Stuffed, Orbiting Spacesuit to Communicate with Earth

February 2, 2006

Tomorrow giddy astronauts on the International Space Station will intentionally jettison one of their older colleagues into Earth orbit.

It's no homicide, though. The "colleague" is a defunct spacesuit retooled to be one of the most unusual satellites ever launched.

The satellite, named SuitSat-1 (also called Radioskaf, or Radio Sputnik, in Russian), is designed to broadcast transmissions to students and amateur radio operators around the world.

"It was the Russians' idea," said Frank Bauer, the SuitSat project engineer at the NASA Goddard Space Flight Center in Greenbelt, Maryland.

"Our Russian colleagues were interested in utilizing this suit that was going to be expended as a satellite … We really liked the idea."

If the preliminary experiment works—if ham radios pick up SuitSat-1's transmissions—astronauts may routinely use old spacesuits for satellite experiments, Bauer says.

For example, a SuitSat equipped with a video camera and other sensors could relay images and data as it falls into Earth's atmosphere.

The space station always has a stock of expendable Russian Orlan spacesuits onboard, Bauer explains.

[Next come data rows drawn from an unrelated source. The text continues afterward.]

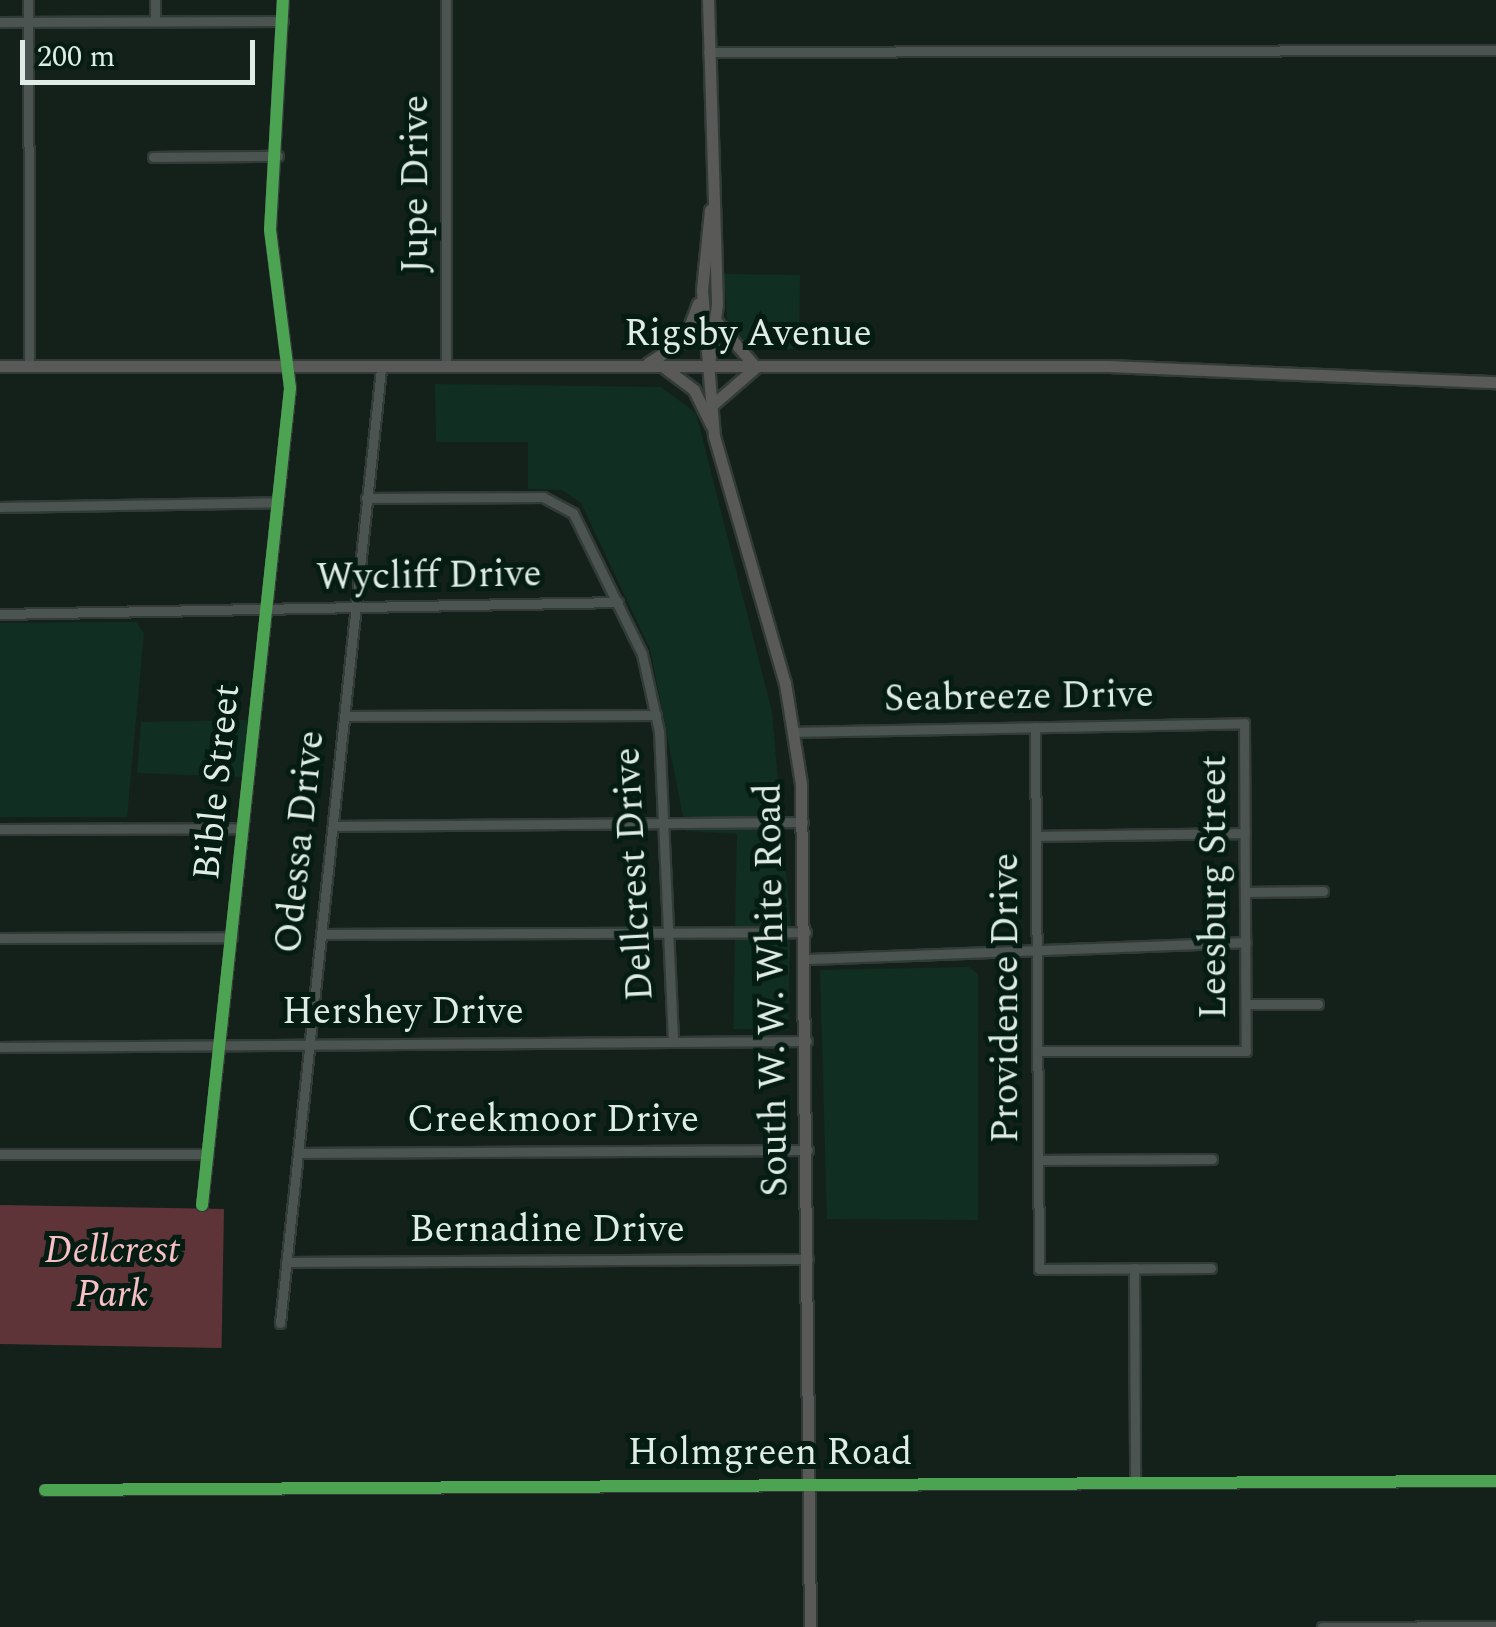 <!DOCTYPE html>
<style>
body{margin:0}
#map{position:relative;width:1496px;height:1627px;overflow:hidden;background:#14211b;font-family:Spectral,serif}
div>[style]{position:absolute}
[style*='--x']{left:calc(var(--x)*1px);top:calc(var(--y)*1px);width:calc(var(--w)*1px);rotate:calc(var(--a)*1deg)}
.built>*{inset:0;background:#112e23;transform-origin:0 0}
.green>*{inset:0;background:#5e3439;transform-origin:0 0}
.roads{filter:drop-shadow(2px 0 #323b37) drop-shadow(-2px 0 #323b37) drop-shadow(0 2px #323b37) drop-shadow(0 -2px #323b37)}
.minor>*{height:9px;margin:-4.5px;padding:0 4.5px;transform-origin:4.5px;border-radius:4.5px;background:#4b5450}
.major>*{height:11px;margin:-5.5px;padding:0 5.5px;transform-origin:5.5px;border-radius:5.5px;background:#595957}
.cycleway>*{height:12px;margin:-6px;padding:0 6px;transform-origin:6px;border-radius:6px;background:#4ca352}
span{translate:-50% -50%;white-space:nowrap;text-align:center;line-height:1.15;-webkit-text-stroke:10px #051c13;paint-order:stroke}
.street-label{font-size:38px;color:#dfece6}
.park-label{font-size:38px;color:#f8c0c5;font-style:italic}
.scale{position:absolute;left:20px;top:40px;width:235px;height:45px;box-sizing:border-box;border:5px solid #dfece6;border-top:0;padding-left:12px;font-size:30px;line-height:35px;white-space:nowrap;color:#dfece6;-webkit-text-stroke:8px #051c13;paint-order:stroke}
</style>
<div id="map">
<div class="built">
<i style="clip-path:polygon(724px 274px,800px 275px,799px 349px,751px 349px,728px 330px)"></i>
<i style="clip-path:polygon(435px 384px,661px 387px,696px 413px,772px 712px,791px 929px,735px 928px,737px 834px,686px 831px,650px 649px,581px 503px,562px 490px,528px 489px,528px 442px,436px 442px)"></i>
<i style="clip-path:polygon(136px 622px,144px 633px,127px 817px,0 817px,0 623px)"></i>
<i style="clip-path:polygon(250px 720px,244px 777px,137px 773px,141px 722px)"></i>
<i style="left:735px;top:935px;width:55px;height:94px;rotate:1deg"></i>
<i style="clip-path:polygon(969px 967px,978px 974px,978px 1220px,827px 1219px,820px 970px)"></i>
</div>
<div class="green">
<i style="left:0;top:1205px;width:224px;height:139px;rotate:1deg"></i>
</div>
<div class="roads">
<div class="minor">
<i style="--x:28;--y:0;--w:366;--a:89.8"></i>
<i style="--x:155;--y:0;--w:21;--a:90"></i>
<i style="--x:446;--y:0;--w:367;--a:90"></i>
<i style="--x:0;--y:22;--w:283;--a:-0.2"></i>
<i style="--x:708;--y:52;--w:788;--a:-0.15"></i>
<i style="--x:153;--y:157;--w:125;--a:-0.5"></i>
<i style="--x:366;--y:498;--w:177;--a:-0.3"></i>
<i style="--x:543;--y:497;--w:34;--a:28"></i>
<i style="--x:573;--y:513;--w:157;--a:63.9"></i>
<i style="--x:642;--y:654;--w:79;--a:77.6"></i>
<i style="--x:659;--y:731;--w:310;--a:87.4"></i>
<i style="--x:0;--y:507;--w:278;--a:-1"></i>
<i style="--x:0;--y:614;--w:618;--a:-1.11"></i>
<i style="--x:344;--y:716;--w:312;--a:-0.2"></i>
<i style="--x:1035;--y:727;--w:542;--a:89.58"></i>
<i style="--x:1039;--y:1269;--w:172;--a:-0.3"></i>
<i style="--x:794;--y:732;--w:450;--a:-1.1"></i>
<i style="--x:1244;--y:723;--w:328;--a:89.7"></i>
<i style="--x:1246;--y:1051;--w:209;--a:180"></i>
<i style="--x:333;--y:826;--w:470;--a:-0.5"></i>
<i style="--x:0;--y:829;--w:243;--a:-0.2"></i>
<i style="--x:1036;--y:836;--w:209;--a:-0.8"></i>
<i style="--x:1245;--y:892;--w:78;--a:-0.7"></i>
<i style="--x:321;--y:934;--w:485;--a:-0.2"></i>
<i style="--x:0;--y:938;--w:232;--a:-0.2"></i>
<i style="--x:807;--y:959;--w:439;--a:-2.2"></i>
<i style="--x:1246;--y:1004;--w:72;--a:0"></i>
<i style="--x:0;--y:1047;--w:807;--a:-0.43"></i>
<i style="--x:298;--y:1153;--w:510;--a:-0.34"></i>
<i style="--x:0;--y:1154;--w:208;--a:0"></i>
<i style="--x:1038;--y:1160;--w:174;--a:-0.3"></i>
<i style="--x:202;--y:1205;--w:822;--a:-83.85"></i>
<i style="--x:290;--y:388;--w:159;--a:-97.2"></i>
<i style="--x:270;--y:230;--w:230;--a:-86.8"></i>
<i style="--x:286;--y:1262;--w:522;--a:-0.33"></i>
<i style="--x:1134;--y:1268;--w:215;--a:89.7"></i>
<i style="--x:280;--y:1323;--w:960;--a:-83.96"></i>
<i style="--x:45;--y:1490;--w:1451;--a:-0.36"></i>
<i style="--x:1322;--y:1627;--w:174;--a:-0.3"></i>
</div>
<div class="major">
<i style="--x:708;--y:0;--w:304;--a:88.3"></i>
<i style="--x:717;--y:304;--w:61;--a:97.6"></i>
<i style="--x:710;--y:210;--w:80;--a:95.7"></i>
<i style="--x:702;--y:290;--w:146;--a:85.3"></i>
<i style="--x:714;--y:436;--w:257;--a:74"></i>
<i style="--x:785;--y:683;--w:102;--a:81"></i>
<i style="--x:801;--y:784;--w:843;--a:89.39"></i>
<i style="--x:717;--y:322;--w:55;--a:49.4"></i>
<i style="--x:648;--y:363;--w:43;--a:-32.6"></i>
<i style="--x:684;--y:340;--w:39;--a:-69"></i>
<i style="--x:661;--y:365;--w:41;--a:37.1"></i>
<i style="--x:694;--y:390;--w:39;--a:64"></i>
<i style="--x:0;--y:366;--w:1108;--a:0"></i>
<i style="--x:1108;--y:366;--w:388;--a:2.4"></i>
<i style="--x:711;--y:406;--w:60;--a:-40.9"></i>
</div>
</div>
<div class="cycleway">
<i style="--x:202;--y:1205;--w:822;--a:-83.85"></i>
<i style="--x:290;--y:388;--w:159;--a:-97.2"></i>
<i style="--x:270;--y:230;--w:230;--a:-86.8"></i>
<i style="--x:45;--y:1490;--w:1451;--a:-0.36"></i>
</div>
<div class="street-label">
<span style="left:417px;top:184px;rotate:-90deg">Jupe Drive</span>
<span style="left:748px;top:335px">Rigsby Avenue</span>
<span style="left:429px;top:577px;rotate:-1deg">Wycliff Drive</span>
<span style="left:1019px;top:698px;rotate:-1deg">Seabreeze Drive</span>
<span style="left:218px;top:782px;rotate:-84deg">Bible Street</span>
<span style="left:301px;top:842px;rotate:-84deg">Odessa Drive</span>
<span style="left:635px;top:874px;rotate:-93deg">Dellcrest Drive</span>
<span style="left:1215px;top:887px;rotate:-90deg">Leesburg Street</span>
<span style="left:773px;top:990px;rotate:-91deg">South W. W. White Road</span>
<span style="left:1007px;top:998px;rotate:-90deg">Providence Drive</span>
<span style="left:403px;top:1013px">Hershey Drive</span>
<span style="left:553px;top:1121px">Creekmoor Drive</span>
<span style="left:547px;top:1231px">Bernadine Drive</span>
<span style="left:770px;top:1454px">Holmgreen Road</span>
</div>
<div class="park-label">
<span style="left:112px;top:1274px">Dellcrest<br>Park</span>
</div>
<div class="scale">200 m</div>
</div>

The suits are used for about two years then retired and replaced with new suits equipped with the latest technology.

SuitSat Launch

The offbeat satellite will be released in the first part of a six-hour spacewalk on Friday. Astronauts William McArthur of the United States and Valery Tokarev of Russia will also conduct repair and inspection work on the station.

Tokarev will push SuitSat-1 away from the space station at about a 30 degree angle upward and 10 degrees to the left of the back of the station.

The SuitSat carries a radio transmitter, three batteries, and internal sensors. It is also stuffed with old clothes and other junk to give it humanlike form, Bauer said.